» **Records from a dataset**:
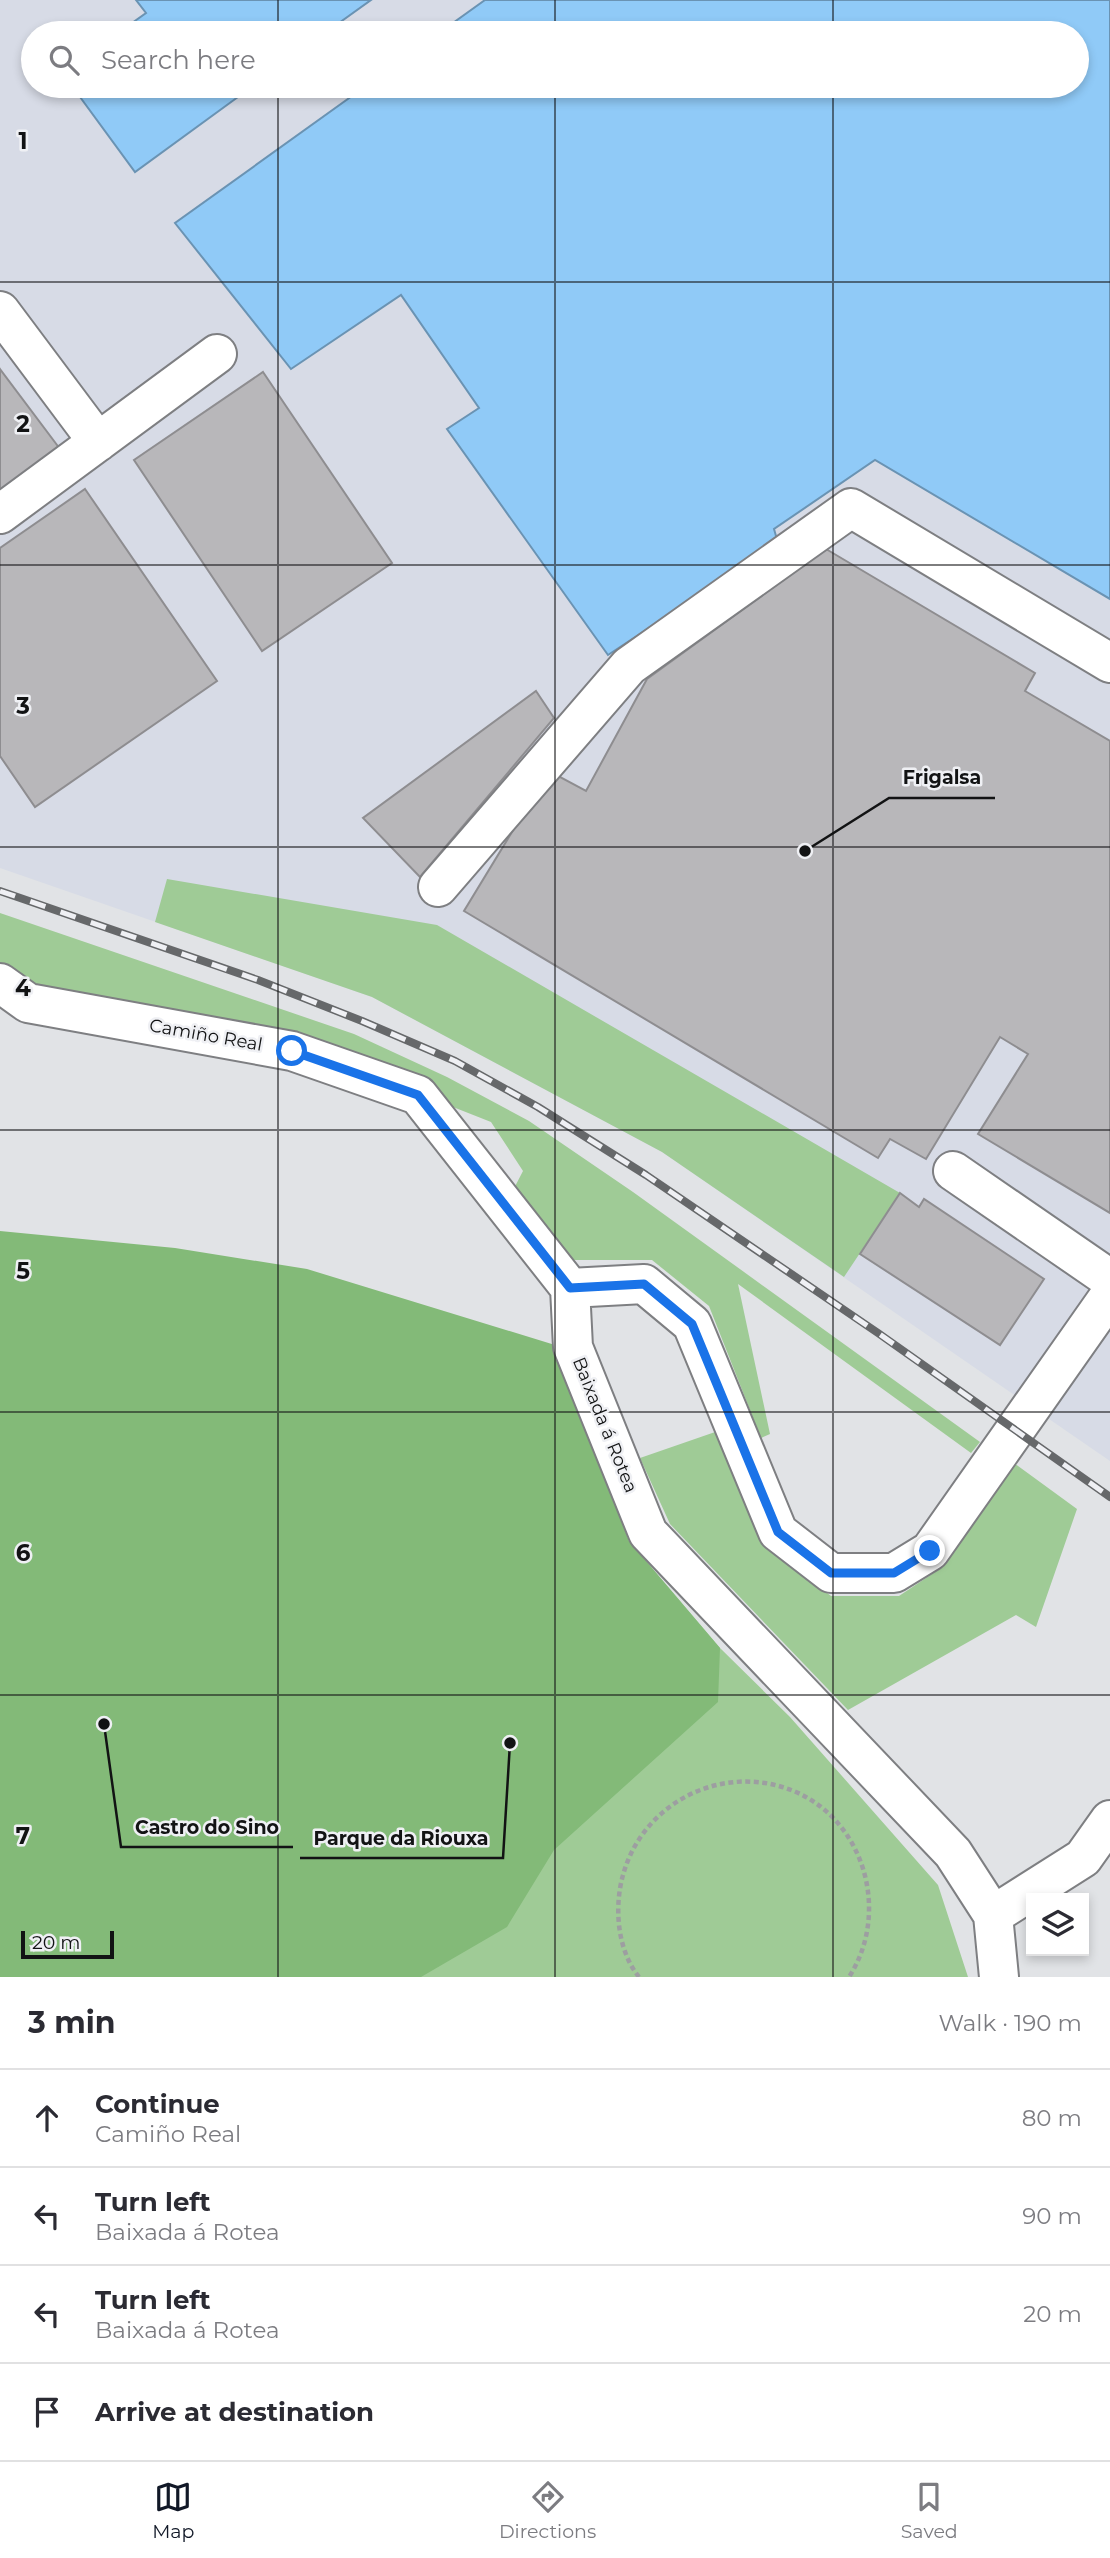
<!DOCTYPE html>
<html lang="en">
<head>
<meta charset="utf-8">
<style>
  body { margin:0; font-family:Montserrat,sans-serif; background:#f2f2f3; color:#2b2b33 }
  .controls { position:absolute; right:21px; bottom:21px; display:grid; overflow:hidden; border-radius:0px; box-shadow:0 4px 10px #0003 }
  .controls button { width:63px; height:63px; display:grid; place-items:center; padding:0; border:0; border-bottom:2px solid #e1e1e2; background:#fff; color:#2b2b33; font:35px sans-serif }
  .scale { position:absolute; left:21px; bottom:18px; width:93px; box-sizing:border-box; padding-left:7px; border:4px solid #121314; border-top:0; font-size:19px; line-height:24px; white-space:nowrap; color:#121314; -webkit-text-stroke:5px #eff0f4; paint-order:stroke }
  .stop { position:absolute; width:21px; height:21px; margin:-16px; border:5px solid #1a73e8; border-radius:50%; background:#fff }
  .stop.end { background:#1a73e8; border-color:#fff; box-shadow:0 2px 7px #0008 }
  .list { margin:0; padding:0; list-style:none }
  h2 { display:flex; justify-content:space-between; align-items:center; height:91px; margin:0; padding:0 28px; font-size:30px }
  h2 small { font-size:23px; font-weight:400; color:#7c7c81 }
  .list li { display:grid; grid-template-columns:46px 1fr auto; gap:21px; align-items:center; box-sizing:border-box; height:98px; padding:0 28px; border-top:2px solid #e1e1e2 }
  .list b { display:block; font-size:26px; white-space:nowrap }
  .list p { margin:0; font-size:23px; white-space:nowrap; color:#7c7c81 }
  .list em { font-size:23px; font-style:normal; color:#7c7c81 }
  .icon { flex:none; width:38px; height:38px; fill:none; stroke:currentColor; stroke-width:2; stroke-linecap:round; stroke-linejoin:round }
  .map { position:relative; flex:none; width:1110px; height:1977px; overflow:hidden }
  .search { position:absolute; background:#fff; box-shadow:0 4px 10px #0003; left:21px; right:21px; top:21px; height:77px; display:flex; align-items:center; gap:18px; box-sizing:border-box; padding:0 24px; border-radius:38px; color:#7c7c81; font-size:26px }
  .sheet { height:483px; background:#fff }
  nav { display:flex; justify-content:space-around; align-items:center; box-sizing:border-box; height:98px; border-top:2px solid #e1e1e2; background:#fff; font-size:19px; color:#7c7c81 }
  nav a { display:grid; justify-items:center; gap:4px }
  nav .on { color:#111827 }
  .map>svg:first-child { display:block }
  .built { fill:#d7dbe6 }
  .green { fill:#9fcb96 }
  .forest { fill:#83ba78 }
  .water { fill:#90caf7; stroke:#6a93b3; stroke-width:2 }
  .building { fill:#b8b7ba; stroke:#8e8d90; stroke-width:2 }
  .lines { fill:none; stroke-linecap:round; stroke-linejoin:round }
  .minor-casing { stroke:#7e7f82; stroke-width:42 }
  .path { stroke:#9d9ea1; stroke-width:4.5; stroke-dasharray:5 3.5; stroke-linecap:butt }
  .minor { stroke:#fff; stroke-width:38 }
  .rail-casing { stroke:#66686a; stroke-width:8 }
  .rail { stroke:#eff0f4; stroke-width:5; stroke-dasharray:16; stroke-linecap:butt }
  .route { stroke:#1a73e8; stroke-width:9 }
  .grid { fill:none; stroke:#121314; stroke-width:2; stroke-opacity:0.55 }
  .labels { text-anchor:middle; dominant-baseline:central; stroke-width:5; stroke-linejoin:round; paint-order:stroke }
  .street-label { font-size:18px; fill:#121314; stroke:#eff0f4 }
  .grid-label { font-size:23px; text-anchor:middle; font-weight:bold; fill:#121314; stroke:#eff0f4; stroke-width:5; stroke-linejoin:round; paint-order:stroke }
  .leader { fill:none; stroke:#121314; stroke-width:2.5 }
  .callout-dot { fill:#121314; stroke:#eff0f4; stroke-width:2.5 }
  .callout-label { font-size:19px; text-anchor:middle; font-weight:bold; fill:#121314; stroke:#eff0f4; stroke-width:5; stroke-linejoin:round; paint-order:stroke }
</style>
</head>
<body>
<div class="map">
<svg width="1110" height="1977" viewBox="0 0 1110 1977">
  <rect width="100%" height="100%" fill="#e1e3e6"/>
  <!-- built -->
  <path class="built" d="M0 0H136L146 13 118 33H33V86H72L135 171 253 86H366L176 224 401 295 479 408 447 429 778 543 773 529 875 460 1110 598V1461L662 1152 372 997 0 868Z
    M371 0H485L439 33H325Z"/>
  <!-- green -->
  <path class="green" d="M167 879 437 925 900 1193 844 1277 662 1152 372 997 155 922Z
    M0 913 354 1034 447 1077 529 1121 633 1192 980 1442 971 1453 738 1284 770 1434 761 1438 709 1306 652 1260H564L509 1198 523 1171 491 1122 453 1107 424 1089 31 991 0 970Z
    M718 1431 765 1544 831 1596H899L944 1566 1014 1463 1077 1509 1036 1627 1016 1615 848 1710 670 1524 640 1458Z
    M629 1541 720 1648 790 1717 938 1885 968 1977H15Z"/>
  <!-- forest -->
  <path class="forest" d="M0 1231 175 1248 307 1269 555 1345 629 1541 720 1648 718 1702 554 1850 507 1927 421 1977H0Z"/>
  <!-- water -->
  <path class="water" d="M136 0H371L325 33H118L146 13Z
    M485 0H1110V599L875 460 774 529 778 543 608 655 447 429 479 408 401 295 291 369 175 223 366 86H1077V33H439Z
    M72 86H253L135 172Z"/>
  <!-- building -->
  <path class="building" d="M0 369 60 449 0 492Z
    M263 372 392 563 262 651 134 460Z
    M85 489 217 681 35 807 0 756V548Z
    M826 549 1035 673 1025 691 1110 741V1213L978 1134 1028 1054 1000 1037 926 1159 890 1139 878 1158 464 911 549 771 586 791 647 679Z
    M536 691 554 718 420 877 363 818Z
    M900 1193 919 1207 924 1199 1044 1279 1000 1345 860 1254Z"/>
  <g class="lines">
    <defs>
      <path id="minor" d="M0 311 98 442
        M0 514 217 354
        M438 887 629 666 851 508 1110 663
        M0 983 28 1003 292 1051 418 1095 570 1288
        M953 1171 1110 1279
        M993 1915 1083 1858 1110 1820
        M999 1977 993 1915 953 1853 648 1533 573 1347 570 1288 644 1284 692 1324 778 1532 831 1573H894L930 1551 1110 1295"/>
    </defs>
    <!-- minor casing -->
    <use href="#minor" class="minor-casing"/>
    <!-- path -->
    <path class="path" d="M639 1977C617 1950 614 1907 623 1875 643 1802 724 1761 796 1792 866 1823 890 1914 849 1977"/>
    <!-- minor -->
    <use href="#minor" class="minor"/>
    <defs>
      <path id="rail" d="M0 891 258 980 362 1021 455 1061 538 1107 646 1175 878 1333 1110 1497"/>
    </defs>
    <!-- rail casing -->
    <use href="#rail" class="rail-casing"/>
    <!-- rail -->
    <use href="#rail" class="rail"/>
  </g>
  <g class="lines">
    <!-- route -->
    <path class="route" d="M292 1051 418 1095 570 1288 644 1284 692 1324 778 1532 831 1573H894L930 1551"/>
  </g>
  <!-- grid -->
  <path class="grid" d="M278 0V33M555 0V33M833 0V33M278 86V1977M555 86V1977M833 86V1977M0 282H1110M0 565H1110M0 847H1110M0 1130H1110M0 1412H1110M0 1695H1110"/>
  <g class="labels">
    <!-- street labels -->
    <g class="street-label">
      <text transform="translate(206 1035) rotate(10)">Camiño Real</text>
      <text transform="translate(605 1425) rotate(68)">Baixada á Rotea</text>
    </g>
  </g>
  <g class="grid-label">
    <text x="23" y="149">1</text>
    <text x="23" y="432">2</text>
    <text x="23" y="714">3</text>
    <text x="23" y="996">4</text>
    <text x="23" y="1279">5</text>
    <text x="23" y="1561">6</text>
    <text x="23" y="1844">7</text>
  </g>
  <!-- callouts -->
  <path class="leader" d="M805 851L889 798H995M104 1724L121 1847H293M510 1743L503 1858H300"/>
  <g class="callout-dot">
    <circle cx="805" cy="851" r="7"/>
    <circle cx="104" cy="1724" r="7"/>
    <circle cx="510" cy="1743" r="7"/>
  </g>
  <g class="callout-label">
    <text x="942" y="784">Frigalsa</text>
    <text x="207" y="1834">Castro do Sino</text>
    <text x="401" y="1845">Parque da Riouxa</text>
  </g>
</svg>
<div class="controls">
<button><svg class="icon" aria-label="layers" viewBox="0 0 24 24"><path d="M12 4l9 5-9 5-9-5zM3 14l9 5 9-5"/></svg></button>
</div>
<div class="scale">20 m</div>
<div class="stop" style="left:292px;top:1051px"></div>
<div class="stop end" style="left:930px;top:1551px"></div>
<div class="search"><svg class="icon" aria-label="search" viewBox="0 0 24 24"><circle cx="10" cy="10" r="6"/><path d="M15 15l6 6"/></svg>Search here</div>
</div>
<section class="sheet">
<h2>3 min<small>Walk · 190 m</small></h2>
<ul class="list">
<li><svg class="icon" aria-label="ahead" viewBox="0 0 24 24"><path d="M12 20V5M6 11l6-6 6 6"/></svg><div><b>Continue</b><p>Camiño Real</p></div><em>80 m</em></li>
<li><svg class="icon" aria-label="left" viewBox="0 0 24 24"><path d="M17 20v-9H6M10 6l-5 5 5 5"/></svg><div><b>Turn left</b><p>Baixada á Rotea</p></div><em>90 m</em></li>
<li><svg class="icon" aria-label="left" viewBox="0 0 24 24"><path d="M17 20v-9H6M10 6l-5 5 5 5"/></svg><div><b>Turn left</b><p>Baixada á Rotea</p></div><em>20 m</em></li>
<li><svg class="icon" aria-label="arrive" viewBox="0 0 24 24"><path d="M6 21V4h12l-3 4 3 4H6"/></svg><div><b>Arrive at destination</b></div></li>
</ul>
</section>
<nav>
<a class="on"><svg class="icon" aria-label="map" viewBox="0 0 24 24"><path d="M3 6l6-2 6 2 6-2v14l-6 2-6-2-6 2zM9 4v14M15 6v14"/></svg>Map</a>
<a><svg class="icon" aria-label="directions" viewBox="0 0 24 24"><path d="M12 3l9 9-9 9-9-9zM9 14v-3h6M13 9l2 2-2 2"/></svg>Directions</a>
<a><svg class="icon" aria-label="saved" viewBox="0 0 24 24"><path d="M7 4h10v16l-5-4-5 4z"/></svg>Saved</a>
</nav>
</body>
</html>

» **Required action**:
Reproduce exactly the lines of the entries above from the first through the line with "display:grid; justify-items:center; gap:4px", both included; pictures should not be reproduced.

» **Solution for this exercise**:
<!DOCTYPE html>
<html lang="en">
<head>
<meta charset="utf-8">
<style>
  body { margin:0; font-family:Montserrat,sans-serif; background:#f2f2f3; color:#2b2b33 }
  .controls { position:absolute; right:21px; bottom:21px; display:grid; overflow:hidden; border-radius:0px; box-shadow:0 4px 10px #0003 }
  .controls button { width:63px; height:63px; display:grid; place-items:center; padding:0; border:0; border-bottom:2px solid #e1e1e2; background:#fff; color:#2b2b33; font:35px sans-serif }
  .scale { position:absolute; left:21px; bottom:18px; width:93px; box-sizing:border-box; padding-left:7px; border:4px solid #121314; border-top:0; font-size:19px; line-height:24px; white-space:nowrap; color:#121314; -webkit-text-stroke:5px #eff0f4; paint-order:stroke }
  .stop { position:absolute; width:21px; height:21px; margin:-16px; border:5px solid #1a73e8; border-radius:50%; background:#fff }
  .stop.end { background:#1a73e8; border-color:#fff; box-shadow:0 2px 7px #0008 }
  .list { margin:0; padding:0; list-style:none }
  h2 { display:flex; justify-content:space-between; align-items:center; height:91px; margin:0; padding:0 28px; font-size:30px }
  h2 small { font-size:23px; font-weight:400; color:#7c7c81 }
  .list li { display:grid; grid-template-columns:46px 1fr auto; gap:21px; align-items:center; box-sizing:border-box; height:98px; padding:0 28px; border-top:2px solid #e1e1e2 }
  .list b { display:block; font-size:26px; white-space:nowrap }
  .list p { margin:0; font-size:23px; white-space:nowrap; color:#7c7c81 }
  .list em { font-size:23px; font-style:normal; color:#7c7c81 }
  .icon { flex:none; width:38px; height:38px; fill:none; stroke:currentColor; stroke-width:2; stroke-linecap:round; stroke-linejoin:round }
  .map { position:relative; flex:none; width:1110px; height:1977px; overflow:hidden }
  .search { position:absolute; background:#fff; box-shadow:0 4px 10px #0003; left:21px; right:21px; top:21px; height:77px; display:flex; align-items:center; gap:18px; box-sizing:border-box; padding:0 24px; border-radius:38px; color:#7c7c81; font-size:26px }
  .sheet { height:483px; background:#fff }
  nav { display:flex; justify-content:space-around; align-items:center; box-sizing:border-box; height:98px; border-top:2px solid #e1e1e2; background:#fff; font-size:19px; color:#7c7c81 }
  nav a { display:grid; justify-items:center; gap:4px }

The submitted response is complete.